Guidelines on research ethics review vary significantly between countries, according to study data published in Health Research Policy and Systems. Investigators assessed review guidelines from ethics committees in Australia, the Netherlands, the United States, and the United Kingdom. In each country, at least 1 form of human subject research was exempted ethics review.
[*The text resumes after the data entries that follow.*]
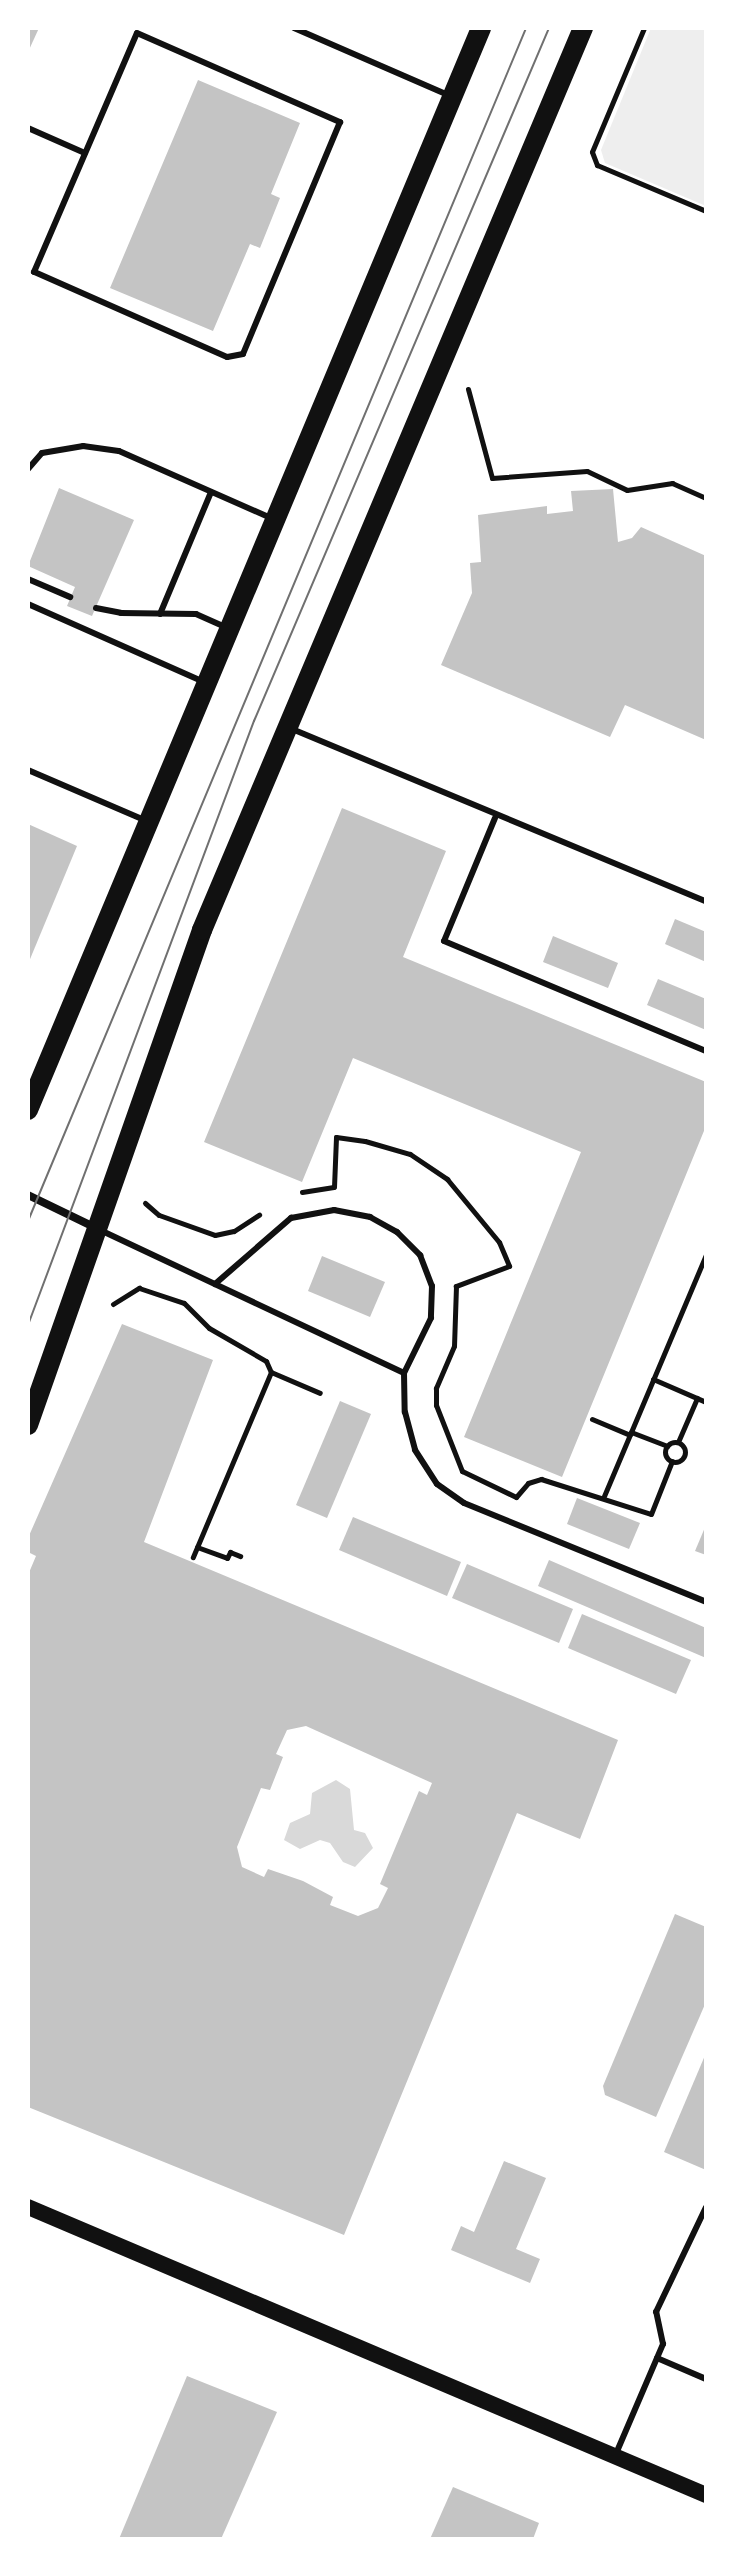 <!DOCTYPE html>
<html>
<head>
<meta charset="utf-8">
<style>
  body { margin:0 }
  #map { position:relative; width:734px; height:2567px; overflow:hidden; background:#fff; font-family:"Varela Round",sans-serif }
  div>[style] { position:absolute }
  .green>* { inset:0; background:#eee }
  .water>* { inset:0; background:#d9d9d9 }
  .building>* { inset:0; background:#c4c4c4 }
  .path>* { height:5px; margin:-2.5px; padding:0 2.5px; transform-origin:2.5px; border-radius:2.5px; background:#111 }
  .path>.ring { margin:-2.5px; padding:0; box-sizing:content-box; background:none; border:5px solid #111; border-radius:50% }
  .service>* { height:6px; margin:-3px; padding:0 3px; transform-origin:3px; border-radius:3px; background:#111 }
  .minor>* { height:8px; margin:-4px; padding:0 4px; transform-origin:4px; border-radius:4px; background:#111 }
  .secondary>* { height:16px; margin:-8px; padding:0 8px; transform-origin:8px; border-radius:8px; background:#111 }
  .primary>* { height:20px; margin:-10px; padding:0 10px; transform-origin:10px; border-radius:10px; background:#111 }
  .tram>* { height:2px; margin:-1px; padding:0 1px; transform-origin:1px; border-radius:1px; background:#707070 }
  span { translate:-50% -50%; white-space:nowrap; text-align:center; line-height:1.15; -webkit-text-stroke:8px #fff; paint-order:stroke }
  .frame { position:absolute; inset:0; border:30px solid #fff; pointer-events:none }
</style>
</head>
<body>
<div id="map">
  <div class="green">
    <div style="clip-path:polygon(651px 28px,706px 28px,706px 206px,605px 163px,601px 150px)"></div>
  </div>
  <div class="water">
    <div style="clip-path:polygon(336px 1780px,350px 1789px,354px 1830px,365px 1833px,373px 1848px,355px 1867px,343px 1862px,330px 1843px,320px 1840px,300px 1849px,284px 1840px,290px 1823px,310px 1814px,312px 1793px)"></div>
  </div>
  <div class="building">
    <div style="clip-path:polygon(28px 28px,39px 28px,28px 52px)"></div>
    <div style="clip-path:polygon(198px 80px,300px 123px,271px 194px,280px 198px,260px 248px,250px 244px,213px 331px,110px 288px)"></div>
    <div style="clip-path:polygon(59px 488px,134px 520px,92px 616px,67px 606px,75px 587px,28px 566px)"></div>
    <div style="clip-path:polygon(613px 489px,618px 542px,632px 538px,641px 527px,706px 556px,706px 740px,625px 705px,610px 737px,441px 665px,472px 593px,470px 563px,481px 562px,478px 515px,547px 506px,547px 514px,573px 511px,571px 491px)"></div>
    <div style="clip-path:polygon(342px 808px,446px 851px,403px 957px,706px 1082px,706px 1126px,562px 1477px,464px 1437px,581px 1152px,353px 1058px,302px 1182px,204px 1142px)"></div>
    <div style="clip-path:polygon(28px 824px,77px 846px,28px 964px)"></div>
    <div style="clip-path:polygon(675px 919px,706px 932px,706px 962px,665px 944px)"></div>
    <div style="clip-path:polygon(553px 936px,618px 963px,608px 988px,543px 962px)"></div>
    <div style="clip-path:polygon(658px 979px,706px 999px,706px 1030px,647px 1005px)"></div>
    <div style="clip-path:polygon(322px 1256px,385px 1282px,370px 1317px,308px 1291px)"></div>
    <div style="clip-path:polygon(evenodd,122px 1324px,213px 1360px,144px 1542px,618px 1740px,580px 1839px,517px 1813px,344px 2235px,28px 2107px,28px 1575px,36px 1556px,28px 1552px,28px 1538px,122px 1324px,306px 1726px,432px 1783px,427px 1795px,419px 1791px,380px 1884px,388px 1888px,378px 1908px,358px 1916px,330px 1905px,333px 1897px,303px 1881px,268px 1869px,264px 1877px,242px 1867px,237px 1847px,261px 1788px,270px 1790px,283px 1757px,276px 1754px,287px 1730px,306px 1726px)"></div>
    <div style="clip-path:polygon(340px 1401px,371px 1414px,327px 1518px,296px 1505px)"></div>
    <div style="clip-path:polygon(577px 1498px,640px 1523px,629px 1549px,567px 1524px)"></div>
    <div style="clip-path:polygon(353px 1517px,461px 1562px,447px 1596px,339px 1550px)"></div>
    <div style="clip-path:polygon(706px 1525px,706px 1555px,695px 1551px)"></div>
    <div style="clip-path:polygon(549px 1560px,706px 1628px,706px 1658px,538px 1586px)"></div>
    <div style="clip-path:polygon(467px 1564px,573px 1609px,559px 1643px,452px 1598px)"></div>
    <div style="clip-path:polygon(582px 1614px,691px 1660px,676px 1694px,568px 1648px)"></div>
    <div style="clip-path:polygon(675px 1914px,706px 1927px,706px 2002px,656px 2117px,605px 2095px,603px 2086px)"></div>
    <div style="clip-path:polygon(706px 2053px,706px 2170px,664px 2152px)"></div>
    <div style="clip-path:polygon(504px 2161px,546px 2178px,516px 2249px,540px 2259px,530px 2283px,451px 2250px,461px 2226px,474px 2232px)"></div>
    <div style="clip-path:polygon(187px 2376px,277px 2412px,221px 2539px,119px 2539px)"></div>
    <div style="clip-path:polygon(453px 2487px,539px 2523px,533px 2539px,430px 2539px)"></div>
  </div>
  <div class="path">
    <div style="left:644px;top:28px;width:134px;rotate:112.8deg"></div>
    <div style="left:592px;top:152px;width:14px;rotate:69deg"></div>
    <div style="left:597px;top:165px;width:118px;rotate:22.9deg"></div>
    <div style="left:468px;top:389px;width:92px;rotate:74.9deg"></div>
    <div style="left:492px;top:478px;width:95px;rotate:-4.2deg"></div>
    <div style="left:587px;top:471px;width:44px;rotate:25.4deg"></div>
    <div style="left:627px;top:490px;width:46px;rotate:-8.8deg"></div>
    <div style="left:672px;top:483px;width:37px;rotate:24deg"></div>
    <div style="left:302px;top:1192px;width:32px;rotate:-9deg"></div>
    <div style="left:334px;top:1187px;width:50px;rotate:-87.7deg"></div>
    <div style="left:336px;top:1137px;width:29px;rotate:8deg"></div>
    <div style="left:365px;top:1141px;width:47px;rotate:16.1deg"></div>
    <div style="left:410px;top:1154px;width:45px;rotate:34deg"></div>
    <div style="left:447px;top:1179px;width:82px;rotate:50.5deg"></div>
    <div style="left:499px;top:1242px;width:26px;rotate:67deg"></div>
    <div style="left:509px;top:1266px;width:57px;rotate:159.3deg"></div>
    <div style="left:456px;top:1286px;width:60px;rotate:91.9deg"></div>
    <div style="left:454px;top:1346px;width:46px;rotate:113.2deg"></div>
    <div style="left:436px;top:1388px;width:17px;rotate:90deg"></div>
    <div style="left:436px;top:1405px;width:71px;rotate:68.5deg"></div>
    <div style="left:462px;top:1471px;width:60px;rotate:25.7deg"></div>
    <div style="left:516px;top:1497px;width:18px;rotate:-49deg"></div>
    <div style="left:528px;top:1483px;width:14px;rotate:-17deg"></div>
    <div style="left:541px;top:1479px;width:115px;rotate:17.7deg"></div>
    <div style="left:651px;top:1514px;width:57px;rotate:-68.4deg"></div>
    <div style="left:145px;top:1203px;width:18px;rotate:41deg"></div>
    <div style="left:159px;top:1215px;width:59px;rotate:19.7deg"></div>
    <div style="left:215px;top:1235px;width:19px;rotate:-12deg"></div>
    <div style="left:234px;top:1231px;width:30px;rotate:-33deg"></div>
    <div style="left:113px;top:1304px;width:31px;rotate:-32deg"></div>
    <div style="left:139px;top:1288px;width:47px;rotate:18.4deg"></div>
    <div style="left:184px;top:1303px;width:35px;rotate:45deg"></div>
    <div style="left:209px;top:1328px;width:66px;rotate:30.1deg"></div>
    <div style="left:266px;top:1361px;width:12px;rotate:66deg"></div>
    <div style="left:271px;top:1372px;width:201px;rotate:112.9deg"></div>
    <div style="left:271px;top:1372px;width:53px;rotate:23.2deg"></div>
    <div style="left:653px;top:1379px;width:58px;rotate:23.5deg"></div>
    <div style="left:592px;top:1419px;width:41px;rotate:22.8deg"></div>
    <div style="left:631px;top:1432px;width:39px;rotate:21deg"></div>
    <div class="ring" style="left:665px;top:1442px;width:15px;height:15px"></div>
    <div style="left:678px;top:1442px;width:48px;rotate:-66.6deg"></div>
    <div style="left:604px;top:1496px;width:263px;rotate:-67.1deg"></div>
    <div style="left:197px;top:1547px;width:32px;rotate:20deg"></div>
    <div style="left:227px;top:1558px;width:7px;rotate:-63deg"></div>
    <div style="left:230px;top:1552px;width:11px;rotate:22deg"></div>
  </div>
  <div class="service">
    <div style="left:294px;top:28px;width:168px;rotate:23.5deg"></div>
    <div style="left:137px;top:33px;width:222px;rotate:23.7deg"></div>
    <div style="left:340px;top:122px;width:251px;rotate:112.7deg"></div>
    <div style="left:243px;top:354px;width:16px;rotate:169deg"></div>
    <div style="left:227px;top:357px;width:211px;rotate:-156.2deg"></div>
    <div style="left:34px;top:272px;width:260px;rotate:-66.7deg"></div>
    <div style="left:28px;top:128px;width:62px;rotate:23.7deg"></div>
    <div style="left:28px;top:469px;width:21px;rotate:-49deg"></div>
    <div style="left:42px;top:453px;width:42px;rotate:-9.7deg"></div>
    <div style="left:83px;top:446px;width:36px;rotate:8deg"></div>
    <div style="left:119px;top:451px;width:166px;rotate:23.8deg"></div>
    <div style="left:28px;top:579px;width:46px;rotate:23.2deg"></div>
    <div style="left:28px;top:604px;width:190px;rotate:23.9deg"></div>
    <div style="left:96px;top:608px;width:25px;rotate:11deg"></div>
    <div style="left:121px;top:613px;width:75px;rotate:0.8deg"></div>
    <div style="left:196px;top:614px;width:32px;rotate:24deg"></div>
    <div style="left:160px;top:614px;width:132px;rotate:-67.3deg"></div>
    <div style="left:292px;top:729px;width:448px;rotate:22.6deg"></div>
    <div style="left:28px;top:770px;width:126px;rotate:23.3deg"></div>
    <div style="left:495px;top:818px;width:133px;rotate:112.5deg"></div>
    <div style="left:444px;top:941px;width:284px;rotate:22.8deg"></div>
    <div style="left:100px;top:1230px;width:336px;rotate:25.2deg"></div>
    <div style="left:404px;top:1373px;width:39px;rotate:89deg"></div>
    <div style="left:405px;top:1412px;width:39px;rotate:75deg"></div>
    <div style="left:415px;top:1450px;width:40px;rotate:57.1deg"></div>
    <div style="left:437px;top:1484px;width:33px;rotate:35deg"></div>
    <div style="left:464px;top:1503px;width:261px;rotate:22.2deg"></div>
    <div style="left:215px;top:1284px;width:101px;rotate:-41deg"></div>
    <div style="left:291px;top:1218px;width:44px;rotate:-10.5deg"></div>
    <div style="left:334px;top:1210px;width:37px;rotate:11deg"></div>
    <div style="left:370px;top:1217px;width:31px;rotate:29deg"></div>
    <div style="left:397px;top:1232px;width:33px;rotate:45deg"></div>
    <div style="left:420px;top:1255px;width:33px;rotate:69deg"></div>
    <div style="left:432px;top:1286px;width:32px;rotate:92deg"></div>
    <div style="left:431px;top:1318px;width:61px;rotate:116.1deg"></div>
    <div style="left:657px;top:2358px;width:53px;rotate:23.2deg"></div>
    <div style="left:615px;top:2456px;width:122px;rotate:-66.8deg"></div>
    <div style="left:663px;top:2344px;width:33px;rotate:-102deg"></div>
    <div style="left:656px;top:2312px;width:116px;rotate:-64.5deg"></div>
  </div>
  <div class="minor">
    <div style="left:28px;top:1195px;width:76px;rotate:25.9deg"></div>
  </div>
  <div class="secondary">
    <div style="left:28px;top:2207px;width:737px;rotate:23.01deg"></div>
  </div>
  <div class="primary">
    <div style="left:28px;top:1110px;width:1173px;rotate:-67.28deg"></div>
    <div style="left:28px;top:1425px;width:525px;rotate:-70.63deg"></div>
    <div style="left:202px;top:930px;width:979px;rotate:-67.1deg"></div>
  </div>
  <div class="tram">
    <div style="left:28px;top:1221px;width:1293px;rotate:-67.34deg"></div>
    <div style="left:28px;top:1325px;width:645px;rotate:-69.49deg"></div>
    <div style="left:254px;top:721px;width:753px;rotate:-66.94deg"></div>
  </div>
  <div class="frame"></div>
</div>
</body>
</html>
However, exemptions differed broadly by country and type of research.
Investigators examined national guidance documents authored by research ethics committees in each country. Included in the study was guidance from the National Health and Medical Research Council of Australia, the Central Committee on Research Involving Humans (Netherlands), the National Health Service (UK), and the Office for Human Research Protections (US). The countries included in the study were chosen based on the projected breadth of available research categories. One investigator read all documents and identified all categories of human subject research. Exemptions were identified and sorted by research category. Any uncertainties regarding terminology or methodology were resolved across 3 authors.
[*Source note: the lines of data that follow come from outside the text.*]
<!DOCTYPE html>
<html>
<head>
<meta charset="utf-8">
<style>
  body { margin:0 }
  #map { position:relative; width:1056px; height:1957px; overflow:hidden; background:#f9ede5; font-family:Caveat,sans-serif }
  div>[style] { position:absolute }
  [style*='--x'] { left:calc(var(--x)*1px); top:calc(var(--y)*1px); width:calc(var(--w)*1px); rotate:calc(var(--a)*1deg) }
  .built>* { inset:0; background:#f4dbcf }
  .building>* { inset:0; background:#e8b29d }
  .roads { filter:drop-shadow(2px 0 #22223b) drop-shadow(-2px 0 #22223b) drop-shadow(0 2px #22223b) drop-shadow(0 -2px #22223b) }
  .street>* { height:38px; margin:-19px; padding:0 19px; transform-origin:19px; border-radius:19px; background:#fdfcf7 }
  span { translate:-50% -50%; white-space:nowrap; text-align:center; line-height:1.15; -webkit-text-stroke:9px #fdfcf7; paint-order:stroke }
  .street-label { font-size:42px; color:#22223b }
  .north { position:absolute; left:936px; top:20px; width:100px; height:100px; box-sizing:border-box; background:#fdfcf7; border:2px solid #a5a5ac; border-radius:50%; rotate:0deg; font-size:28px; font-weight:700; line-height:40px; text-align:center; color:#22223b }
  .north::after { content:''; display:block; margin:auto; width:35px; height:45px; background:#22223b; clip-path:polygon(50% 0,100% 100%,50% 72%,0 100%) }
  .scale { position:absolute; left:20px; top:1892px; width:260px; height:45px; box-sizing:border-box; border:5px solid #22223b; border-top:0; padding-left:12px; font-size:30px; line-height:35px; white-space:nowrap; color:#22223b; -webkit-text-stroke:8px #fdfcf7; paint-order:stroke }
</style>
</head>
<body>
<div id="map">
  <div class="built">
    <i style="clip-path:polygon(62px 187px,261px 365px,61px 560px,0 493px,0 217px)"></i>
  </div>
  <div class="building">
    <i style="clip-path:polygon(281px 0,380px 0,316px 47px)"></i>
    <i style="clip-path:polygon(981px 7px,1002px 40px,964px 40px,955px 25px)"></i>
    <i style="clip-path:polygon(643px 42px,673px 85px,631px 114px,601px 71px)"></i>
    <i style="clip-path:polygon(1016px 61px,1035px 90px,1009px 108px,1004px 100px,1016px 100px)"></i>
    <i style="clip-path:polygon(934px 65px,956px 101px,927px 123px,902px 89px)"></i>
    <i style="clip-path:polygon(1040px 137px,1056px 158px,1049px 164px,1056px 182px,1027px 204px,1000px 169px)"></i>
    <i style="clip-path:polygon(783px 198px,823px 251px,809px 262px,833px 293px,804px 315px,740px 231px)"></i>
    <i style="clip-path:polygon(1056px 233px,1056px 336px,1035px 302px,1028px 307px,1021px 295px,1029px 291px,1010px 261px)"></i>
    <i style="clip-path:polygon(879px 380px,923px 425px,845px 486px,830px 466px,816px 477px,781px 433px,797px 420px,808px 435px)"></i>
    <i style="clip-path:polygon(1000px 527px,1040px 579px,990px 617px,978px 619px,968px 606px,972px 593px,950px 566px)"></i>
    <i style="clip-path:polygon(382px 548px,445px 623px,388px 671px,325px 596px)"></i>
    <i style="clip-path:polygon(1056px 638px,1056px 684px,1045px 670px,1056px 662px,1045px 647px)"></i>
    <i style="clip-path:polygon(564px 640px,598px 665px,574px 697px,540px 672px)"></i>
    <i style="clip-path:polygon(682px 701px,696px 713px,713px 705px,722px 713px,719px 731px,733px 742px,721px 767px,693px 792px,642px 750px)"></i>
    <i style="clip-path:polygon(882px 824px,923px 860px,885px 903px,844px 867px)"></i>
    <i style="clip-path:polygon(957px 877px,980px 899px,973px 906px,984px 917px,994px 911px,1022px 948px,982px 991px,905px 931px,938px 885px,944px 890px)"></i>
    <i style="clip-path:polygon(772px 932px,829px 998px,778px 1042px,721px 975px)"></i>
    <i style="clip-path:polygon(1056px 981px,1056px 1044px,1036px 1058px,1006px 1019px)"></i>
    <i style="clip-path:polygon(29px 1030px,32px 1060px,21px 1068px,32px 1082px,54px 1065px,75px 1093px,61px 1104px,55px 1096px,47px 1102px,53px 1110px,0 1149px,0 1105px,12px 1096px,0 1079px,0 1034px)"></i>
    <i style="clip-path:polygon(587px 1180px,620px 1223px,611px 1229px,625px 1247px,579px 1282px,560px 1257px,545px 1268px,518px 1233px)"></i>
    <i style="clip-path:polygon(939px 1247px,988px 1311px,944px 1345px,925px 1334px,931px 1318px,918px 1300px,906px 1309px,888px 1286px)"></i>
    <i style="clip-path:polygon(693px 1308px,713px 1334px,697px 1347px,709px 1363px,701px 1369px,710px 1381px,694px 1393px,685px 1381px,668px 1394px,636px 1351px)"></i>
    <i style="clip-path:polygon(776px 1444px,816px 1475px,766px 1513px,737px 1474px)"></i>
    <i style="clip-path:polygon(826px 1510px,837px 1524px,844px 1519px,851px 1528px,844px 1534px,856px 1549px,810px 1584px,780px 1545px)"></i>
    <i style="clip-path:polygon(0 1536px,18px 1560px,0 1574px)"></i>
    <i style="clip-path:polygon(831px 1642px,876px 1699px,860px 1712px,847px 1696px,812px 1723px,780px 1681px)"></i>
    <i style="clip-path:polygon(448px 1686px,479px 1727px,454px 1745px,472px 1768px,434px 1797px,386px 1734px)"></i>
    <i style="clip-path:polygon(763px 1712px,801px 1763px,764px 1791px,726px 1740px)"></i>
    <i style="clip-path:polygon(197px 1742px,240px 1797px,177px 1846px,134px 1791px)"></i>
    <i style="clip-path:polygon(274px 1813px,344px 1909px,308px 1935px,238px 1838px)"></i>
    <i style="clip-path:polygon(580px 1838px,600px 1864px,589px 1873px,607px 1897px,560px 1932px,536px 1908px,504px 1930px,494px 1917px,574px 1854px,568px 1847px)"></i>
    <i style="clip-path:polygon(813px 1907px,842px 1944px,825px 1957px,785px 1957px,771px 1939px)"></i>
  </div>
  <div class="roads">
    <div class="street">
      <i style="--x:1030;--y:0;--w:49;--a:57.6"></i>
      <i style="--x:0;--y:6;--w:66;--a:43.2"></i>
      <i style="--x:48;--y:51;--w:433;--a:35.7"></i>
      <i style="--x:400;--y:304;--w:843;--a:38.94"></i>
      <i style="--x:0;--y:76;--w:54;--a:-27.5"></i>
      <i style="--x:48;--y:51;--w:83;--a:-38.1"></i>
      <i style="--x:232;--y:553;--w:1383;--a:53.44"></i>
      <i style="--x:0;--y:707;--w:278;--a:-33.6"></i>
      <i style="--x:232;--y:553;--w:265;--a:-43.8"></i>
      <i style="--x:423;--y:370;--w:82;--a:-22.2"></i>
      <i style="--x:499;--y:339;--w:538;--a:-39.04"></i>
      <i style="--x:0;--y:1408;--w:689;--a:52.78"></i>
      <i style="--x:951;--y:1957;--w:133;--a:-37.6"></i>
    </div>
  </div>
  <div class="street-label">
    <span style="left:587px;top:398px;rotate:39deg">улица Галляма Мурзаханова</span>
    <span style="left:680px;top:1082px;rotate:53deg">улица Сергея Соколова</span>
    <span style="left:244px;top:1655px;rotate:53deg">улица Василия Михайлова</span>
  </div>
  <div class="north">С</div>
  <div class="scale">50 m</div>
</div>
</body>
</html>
Investigators defined 9 research categories that were deemed exempt in some capacity: (1) existing deidentified data/specimen; (2) questionnaire or survey; (3) interviews; (4) postmarketing studies; (5) evaluation of public benefit or service program; (5) randomized clinical trials; (6) research with staff in their professional role; (7) audit and service evaluation; and (8) other or miscellaneous exemptions. Research involving existing data/specimens was exempt in all 4 countries. Research evaluating a public benefit or service program was exempt only in the United States; research involving staff in their professional role and audit research were exempt only in the United Kingdom. Randomized clinical trials were exempt from ethics review in the Netherlands if patients were not exposed to treatment or behavioral modification. The remaining 4 categories of research were exempt in 2 or 3 countries each. Overall, the Netherlands had the greatest number of exemptions, whereas Australia had the fewest.
According to study authors, a clearer delineation of exemptions can streamline the review process and reduce research waste. This may be more easily achieved, they wrote, with standardization of research exemptions across countries, particularly where international collaboration is concerned. “Given the considerable costs and burdens on researchers and ethics committees, it would be worthwhile to develop…clearer guidance on exemptions…with transparent underpinning rationales,” the investigators wrote.
Scott AM, Kolstoe S, Ploem MCC, Hammatt Z, Glasziou P. Exempting low-risk health and medical research from ethics reviews: comparing Australia, the United Kingdom, the United States and the Netherlands. Health Res Policy Syst. 2020;18(1):11.